Pour ce qui est des limites, je dirais que c’est le fait d’avoir l’impression de manquer de temps pour mener en profondeur chaque projet. Il faut apprendre à performer malgré certains délais qui peuvent être très serrés. J’ai quelquefois l’impression de manquer de temps pour pouvoir approfondir encore plus l’ensemble des dimensions, du moins, autant que je le voudrais. Il faut donc apprendre à s’adapter à cette réalité. Dans d’autres cas, c’est l’inverse qui peut arriver. On travaille avec plusieurs partenaires et organisations et chacun chemine à son rythme et a une structure interne qu’il faut respecter. Parfois, ça peut être plus long pour certains de faire cheminer un dossier et plus rapide pour d’autres. Il faut donc constamment évaluer ce qui se passe autour, être stratège pour saisir le bon moment pour faire avancer un projet et avoir conscience que la patience est une vertu qui s’acquiert avec de la patience.

 

Comment faites-vous pour demeurer au fait des actualités dans votre domaine?

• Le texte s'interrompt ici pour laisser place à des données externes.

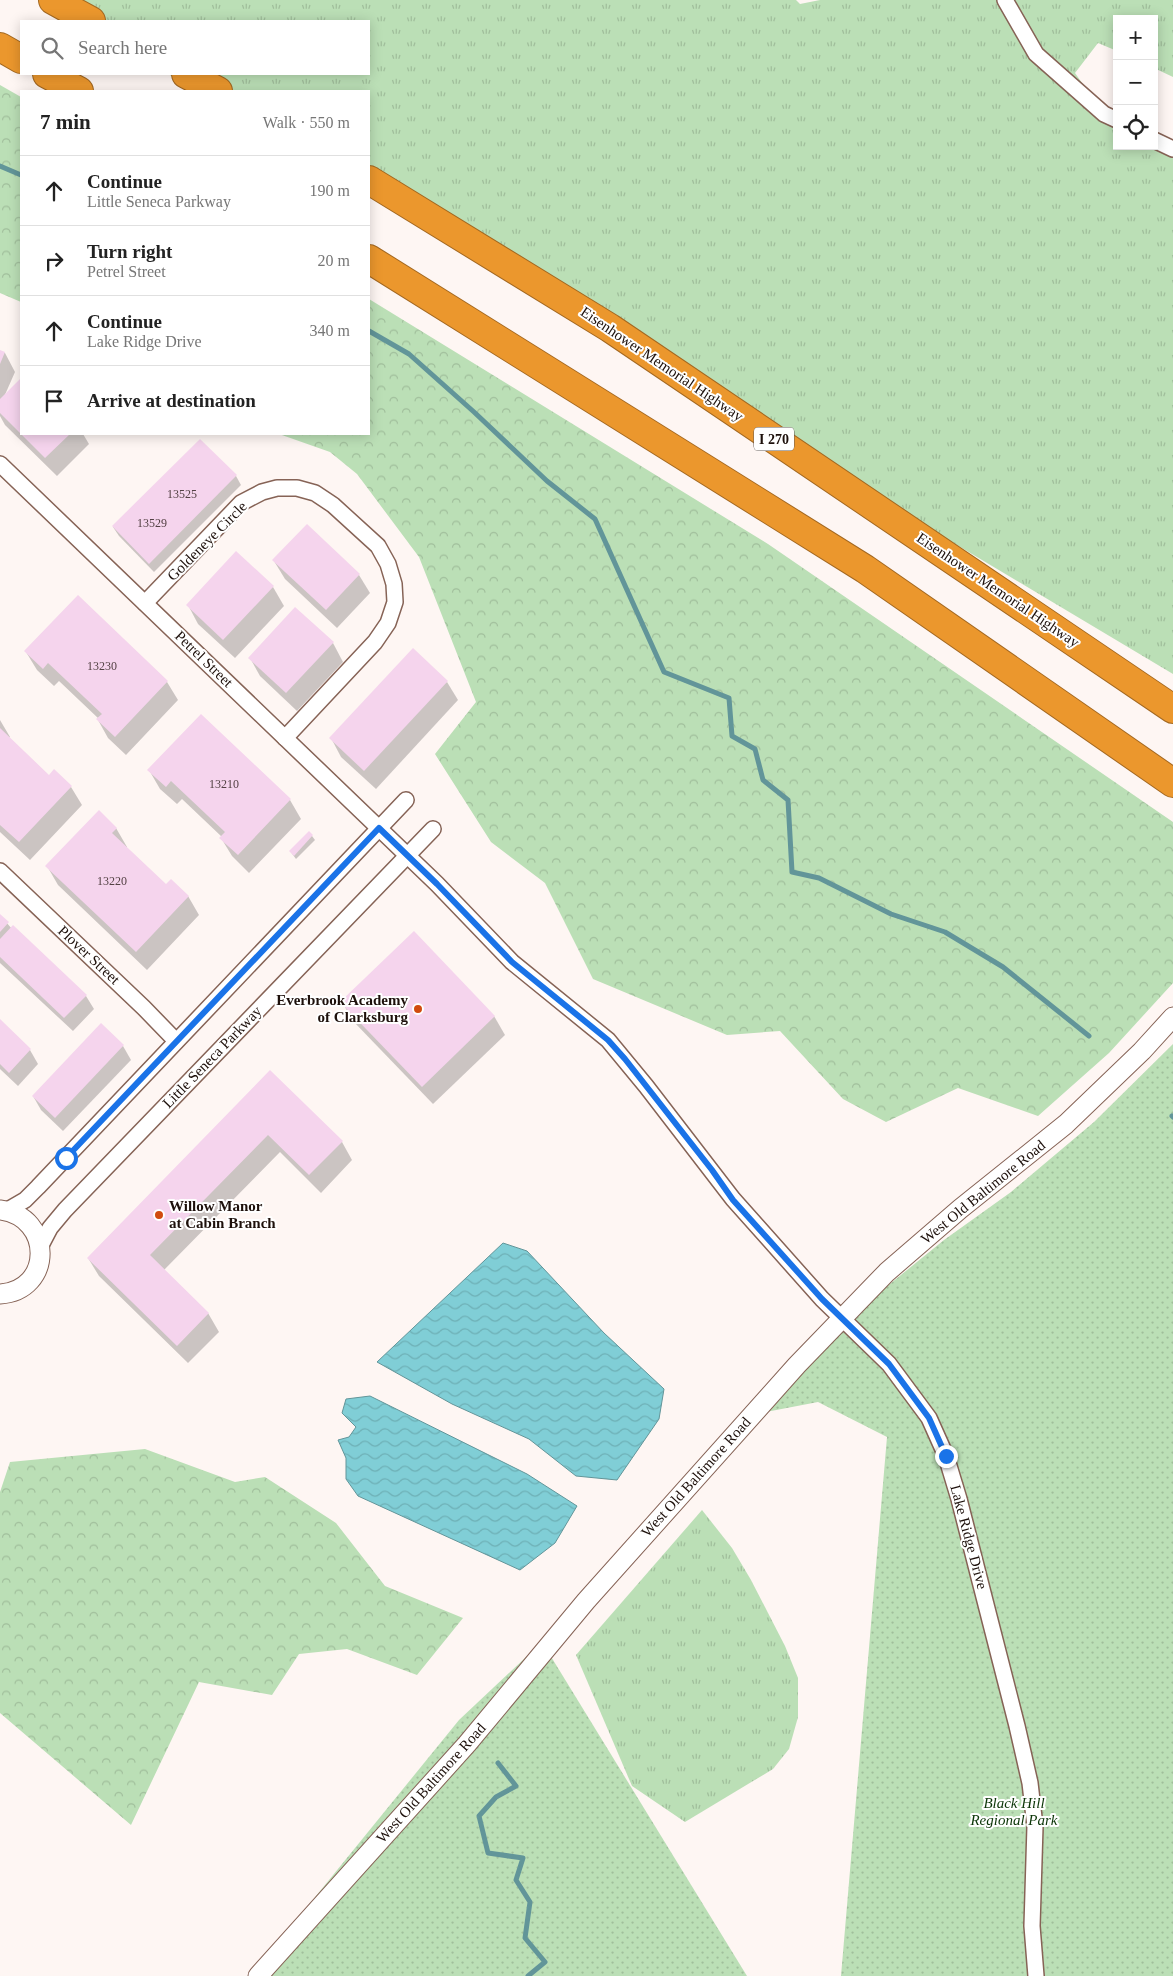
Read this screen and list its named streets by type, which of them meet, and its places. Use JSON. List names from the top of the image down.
{
  "streets": {
    "highway": ["Eisenhower Memorial Highway", "I 270"],
    "street": [
      "Goldeneye Circle",
      "Petrel Street",
      "Plover Street",
      "Little Seneca Parkway",
      "West Old Baltimore Road",
      "Lake Ridge Drive"
    ]
  },
  "crossings": [
    ["Goldeneye Circle", "Petrel Street"],
    ["Petrel Street", "Little Seneca Parkway"],
    ["Petrel Street", "Lake Ridge Drive"],
    ["Little Seneca Parkway", "Lake Ridge Drive"],
    ["West Old Baltimore Road", "Lake Ridge Drive"]
  ],
  "parks": ["Black Hill Regional Park"],
  "places": ["Everbrook Academy of Clarksburg", "Willow Manor at Cabin Branch"],
  "house_numbers": [
    "13525",
    "13529",
    "13230",
    "13210",
    "13220"
  ],
  "page": {
    "map_buttons": ["+", "−"],
    "search": "Search here",
    "heading": ["7 min", "Walk · 550 m"],
    "list": [
      ["Continue", "Little Seneca Parkway", "190 m"],
      ["Turn right", "Petrel Street", "20 m"],
      ["Continue", "Lake Ridge Drive", "340 m"],
      "Arrive at destination"
    ]
  }
}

Je reste à l’affût des publications scientifiques, de la littérature grise, des modifications éventuelles aux lois et règlements en vigueur et des différentes réflexions menées à différents niveaux, notamment sur les enjeux d’aménagement du territoire et de transport. J’assiste ou je participe à la plupart des congrès et colloques qui couvrent mes champs d’intérêt. À travers les années, j’ai pu enrichir encore plus mon réseau qui comprend désormais à la fois des universitaires, des chercheur.ses et des praticien.nes. Maintenir et renforcer le canal de communication entre le milieu de la recherche et celui de la pratique est, de mon point de vue, essentiel pour faciliter le transfert et les échanges de connaissances. Les efforts du réseau VRM sont, à cet égard, à saluer.

 

Comment imaginez-vous votre secteur dans les prochaines années?

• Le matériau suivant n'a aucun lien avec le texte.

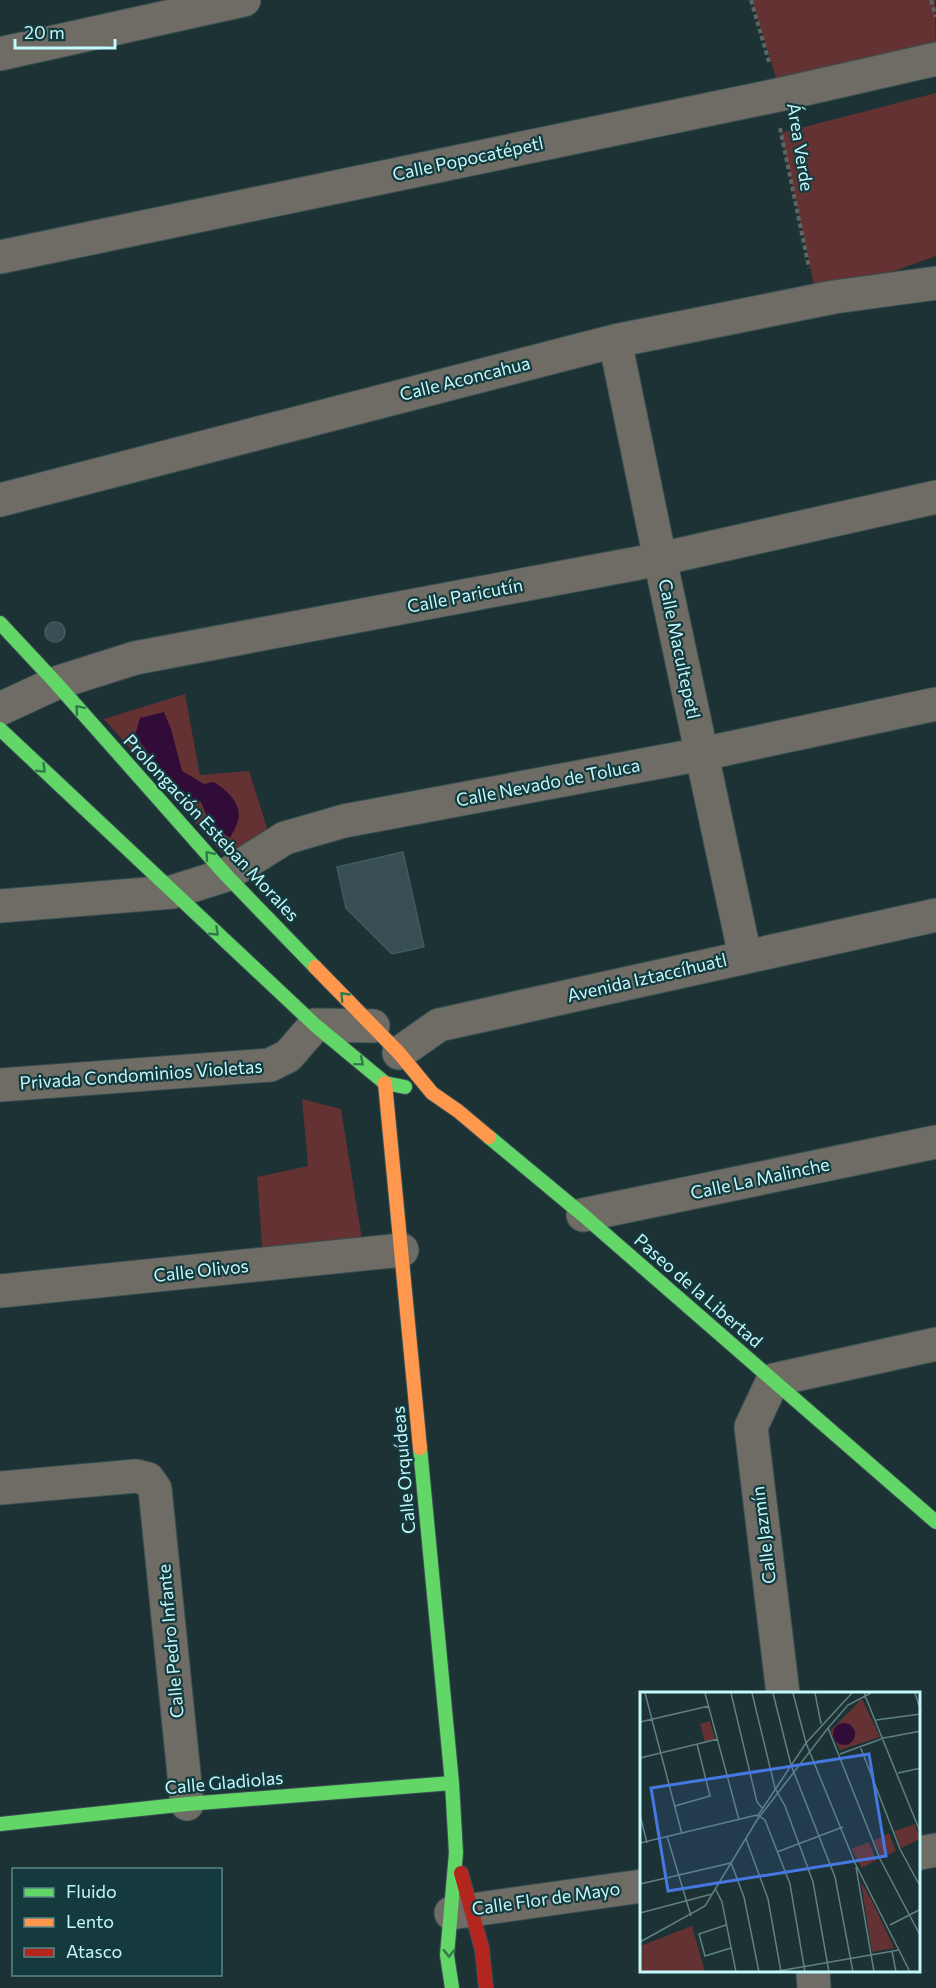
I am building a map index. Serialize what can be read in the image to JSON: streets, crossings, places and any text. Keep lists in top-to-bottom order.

Je le vois en effervescence! On a la chance d’œuvrer dans un domaine qui, à certains moments, déchaîne les passions à Québec. Il y a plusieurs projets d’envergure qui changeront de façon majeure le portrait de la région : le projet de Réseau structurant de transport en commun de la ville de Québec, le projet d’interconnexion des réseaux de transport en commun de Québec et de Lévis, le nouveau lien sous-fluvial entre les deux rives, le nouveau pont de l’Île-d’Orléans, l’annonce faite par le ministère des Transports relativement au déploiement d’un réseau de voies réservées pour desservir les banlieues nord, etc. En parallèle, il y a aussi l’exercice de refonte majeure de la Loi sur l’aménagement et l’urbanisme qui date de 1979 et la mise en œuvre des différentes politiques gouvernementales. Les défis consisteront certainement à concilier la planification des transports, de l’aménagement et des grands projets, et ce, dans le respect des orientations gouvernementales et des attentes des citoyen.nes et des acteur.trices du milieu qui aspirent à un développement plus durable de leur territoire. Sincèrement, je pense que ça prendra certainement encore plusieurs années de débats passionnés dans la région.

Par ailleurs, il ne faudrait pas perdre de vue non plus le phénomène de dématérialisation des espaces du quotidien, qui a été accéléré notamment par les mesures mises en place pour contrer la pandémie de COVID-19 et, bien entendu, par les solutions et innovations technologiques émergentes. Les modes de vie sont en mutation. Nous sommes donc à l’affût des tendances. Les prochaines années sont prometteuses et quiconque évolue dans ce domaine ne risque pas de s’ennuyer!